◆ **EXERCISE OBJECTIVE**
Each record beneath this line is to be copied exactly.

◇ ◇ ◇ ◇ ◇ ◇ ◇

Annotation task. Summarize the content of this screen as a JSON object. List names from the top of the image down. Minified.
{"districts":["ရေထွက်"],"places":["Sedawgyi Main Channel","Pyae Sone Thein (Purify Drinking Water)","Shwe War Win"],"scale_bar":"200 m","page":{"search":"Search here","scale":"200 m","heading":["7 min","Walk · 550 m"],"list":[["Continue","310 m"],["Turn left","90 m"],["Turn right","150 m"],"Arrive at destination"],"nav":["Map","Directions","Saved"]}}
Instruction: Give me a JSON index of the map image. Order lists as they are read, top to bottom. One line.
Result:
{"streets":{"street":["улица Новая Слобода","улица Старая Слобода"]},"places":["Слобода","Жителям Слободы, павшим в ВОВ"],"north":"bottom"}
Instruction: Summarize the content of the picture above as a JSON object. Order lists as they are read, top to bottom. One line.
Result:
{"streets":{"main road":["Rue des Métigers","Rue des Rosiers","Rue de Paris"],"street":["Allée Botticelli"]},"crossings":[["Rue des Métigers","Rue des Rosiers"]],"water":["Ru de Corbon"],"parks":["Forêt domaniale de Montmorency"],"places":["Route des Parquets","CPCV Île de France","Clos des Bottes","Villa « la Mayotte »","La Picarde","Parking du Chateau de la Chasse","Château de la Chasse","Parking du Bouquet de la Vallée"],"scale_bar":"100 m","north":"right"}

◇ ◇ ◇ ◇ ◇ ◇ ◇

◆ **EXERCISE RESULT**
Annotation task. Summarize the content of this screen as a JSON object. List names from the top of the image down. Minified.
{"districts":["ရေထွက်"],"places":["Sedawgyi Main Channel","Pyae Sone Thein (Purify Drinking Water)","Shwe War Win"],"scale_bar":"200 m","page":{"search":"Search here","scale":"200 m","heading":["7 min","Walk · 550 m"],"list":[["Continue","310 m"],["Turn left","90 m"],["Turn right","150 m"],"Arrive at destination"],"nav":["Map","Directions","Saved"]}}
Instruction: Give me a JSON index of the map image. Order lists as they are read, top to bottom. One line.
Result:
{"streets":{"street":["улица Новая Слобода","улица Старая Слобода"]},"places":["Слобода","Жителям Слободы, павшим в ВОВ"],"north":"bottom"}
Instruction: Summarize the content of the picture above as a JSON object. Order lists as they are read, top to bottom. One line.
Result:
{"streets":{"main road":["Rue des Métigers","Rue des Rosiers","Rue de Paris"],"street":["Allée Botticelli"]},"crossings":[["Rue des Métigers","Rue des Rosiers"]],"water":["Ru de Corbon"],"parks":["Forêt domaniale de Montmorency"],"places":["Route des Parquets","CPCV Île de France","Clos des Bottes","Villa « la Mayotte »","La Picarde","Parking du Chateau de la Chasse","Château de la Chasse","Parking du Bouquet de la Vallée"],"scale_bar":"100 m","north":"right"}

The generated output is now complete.